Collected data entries
● ● ● ● ● ● ●

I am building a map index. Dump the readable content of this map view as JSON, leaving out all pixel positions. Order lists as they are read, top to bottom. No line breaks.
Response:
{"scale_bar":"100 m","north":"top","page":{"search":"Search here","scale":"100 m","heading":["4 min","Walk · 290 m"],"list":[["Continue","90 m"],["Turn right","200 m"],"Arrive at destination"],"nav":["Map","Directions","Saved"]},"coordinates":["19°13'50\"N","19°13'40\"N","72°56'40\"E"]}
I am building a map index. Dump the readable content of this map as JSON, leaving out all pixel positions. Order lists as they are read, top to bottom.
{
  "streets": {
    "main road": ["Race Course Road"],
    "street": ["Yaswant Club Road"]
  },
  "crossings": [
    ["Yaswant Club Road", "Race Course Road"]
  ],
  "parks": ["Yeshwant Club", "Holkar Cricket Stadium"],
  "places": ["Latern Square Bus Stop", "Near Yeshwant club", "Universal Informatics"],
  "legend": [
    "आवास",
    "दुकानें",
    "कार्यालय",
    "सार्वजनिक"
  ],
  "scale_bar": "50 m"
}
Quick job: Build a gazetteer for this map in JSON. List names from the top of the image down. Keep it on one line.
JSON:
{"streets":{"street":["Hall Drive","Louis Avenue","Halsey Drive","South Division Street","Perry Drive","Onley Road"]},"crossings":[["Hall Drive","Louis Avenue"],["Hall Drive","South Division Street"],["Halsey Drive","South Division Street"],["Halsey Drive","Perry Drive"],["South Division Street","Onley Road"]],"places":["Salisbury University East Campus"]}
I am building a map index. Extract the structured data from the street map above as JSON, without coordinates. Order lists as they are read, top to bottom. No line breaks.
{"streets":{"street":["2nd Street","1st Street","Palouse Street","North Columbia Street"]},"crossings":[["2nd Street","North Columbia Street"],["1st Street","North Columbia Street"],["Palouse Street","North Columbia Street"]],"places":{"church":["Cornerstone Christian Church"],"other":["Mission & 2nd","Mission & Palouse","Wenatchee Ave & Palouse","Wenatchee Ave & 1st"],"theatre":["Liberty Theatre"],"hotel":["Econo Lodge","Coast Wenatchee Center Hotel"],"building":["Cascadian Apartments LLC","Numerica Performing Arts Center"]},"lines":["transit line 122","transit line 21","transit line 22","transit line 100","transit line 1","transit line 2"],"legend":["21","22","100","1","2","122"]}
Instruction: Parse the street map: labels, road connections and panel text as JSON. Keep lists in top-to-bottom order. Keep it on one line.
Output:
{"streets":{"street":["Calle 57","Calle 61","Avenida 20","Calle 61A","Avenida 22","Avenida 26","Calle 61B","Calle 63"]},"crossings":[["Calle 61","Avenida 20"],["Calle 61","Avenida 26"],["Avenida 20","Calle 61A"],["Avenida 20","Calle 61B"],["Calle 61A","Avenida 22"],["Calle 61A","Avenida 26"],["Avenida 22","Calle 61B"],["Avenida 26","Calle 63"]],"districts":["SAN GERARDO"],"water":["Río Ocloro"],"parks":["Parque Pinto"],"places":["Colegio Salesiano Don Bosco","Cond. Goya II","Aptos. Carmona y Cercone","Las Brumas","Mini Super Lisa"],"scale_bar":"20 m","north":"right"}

● ● ● ● ● ● ●

Transcribe the data above in full, exactly as it appears.

_EXERCISE OUTPUT:_
I am building a map index. Dump the readable content of this map view as JSON, leaving out all pixel positions. Order lists as they are read, top to bottom. No line breaks.
Response:
{"scale_bar":"100 m","north":"top","page":{"search":"Search here","scale":"100 m","heading":["4 min","Walk · 290 m"],"list":[["Continue","90 m"],["Turn right","200 m"],"Arrive at destination"],"nav":["Map","Directions","Saved"]},"coordinates":["19°13'50\"N","19°13'40\"N","72°56'40\"E"]}
I am building a map index. Dump the readable content of this map as JSON, leaving out all pixel positions. Order lists as they are read, top to bottom.
{
  "streets": {
    "main road": ["Race Course Road"],
    "street": ["Yaswant Club Road"]
  },
  "crossings": [
    ["Yaswant Club Road", "Race Course Road"]
  ],
  "parks": ["Yeshwant Club", "Holkar Cricket Stadium"],
  "places": ["Latern Square Bus Stop", "Near Yeshwant club", "Universal Informatics"],
  "legend": [
    "आवास",
    "दुकानें",
    "कार्यालय",
    "सार्वजनिक"
  ],
  "scale_bar": "50 m"
}
Quick job: Build a gazetteer for this map in JSON. List names from the top of the image down. Keep it on one line.
JSON:
{"streets":{"street":["Hall Drive","Louis Avenue","Halsey Drive","South Division Street","Perry Drive","Onley Road"]},"crossings":[["Hall Drive","Louis Avenue"],["Hall Drive","South Division Street"],["Halsey Drive","South Division Street"],["Halsey Drive","Perry Drive"],["South Division Street","Onley Road"]],"places":["Salisbury University East Campus"]}
I am building a map index. Extract the structured data from the street map above as JSON, without coordinates. Order lists as they are read, top to bottom. No line breaks.
{"streets":{"street":["2nd Street","1st Street","Palouse Street","North Columbia Street"]},"crossings":[["2nd Street","North Columbia Street"],["1st Street","North Columbia Street"],["Palouse Street","North Columbia Street"]],"places":{"church":["Cornerstone Christian Church"],"other":["Mission & 2nd","Mission & Palouse","Wenatchee Ave & Palouse","Wenatchee Ave & 1st"],"theatre":["Liberty Theatre"],"hotel":["Econo Lodge","Coast Wenatchee Center Hotel"],"building":["Cascadian Apartments LLC","Numerica Performing Arts Center"]},"lines":["transit line 122","transit line 21","transit line 22","transit line 100","transit line 1","transit line 2"],"legend":["21","22","100","1","2","122"]}
Instruction: Parse the street map: labels, road connections and panel text as JSON. Keep lists in top-to-bottom order. Keep it on one line.
Output:
{"streets":{"street":["Calle 57","Calle 61","Avenida 20","Calle 61A","Avenida 22","Avenida 26","Calle 61B","Calle 63"]},"crossings":[["Calle 61","Avenida 20"],["Calle 61","Avenida 26"],["Avenida 20","Calle 61A"],["Avenida 20","Calle 61B"],["Calle 61A","Avenida 22"],["Calle 61A","Avenida 26"],["Avenida 22","Calle 61B"],["Avenida 26","Calle 63"]],"districts":["SAN GERARDO"],"water":["Río Ocloro"],"parks":["Parque Pinto"],"places":["Colegio Salesiano Don Bosco","Cond. Goya II","Aptos. Carmona y Cercone","Las Brumas","Mini Super Lisa"],"scale_bar":"20 m","north":"right"}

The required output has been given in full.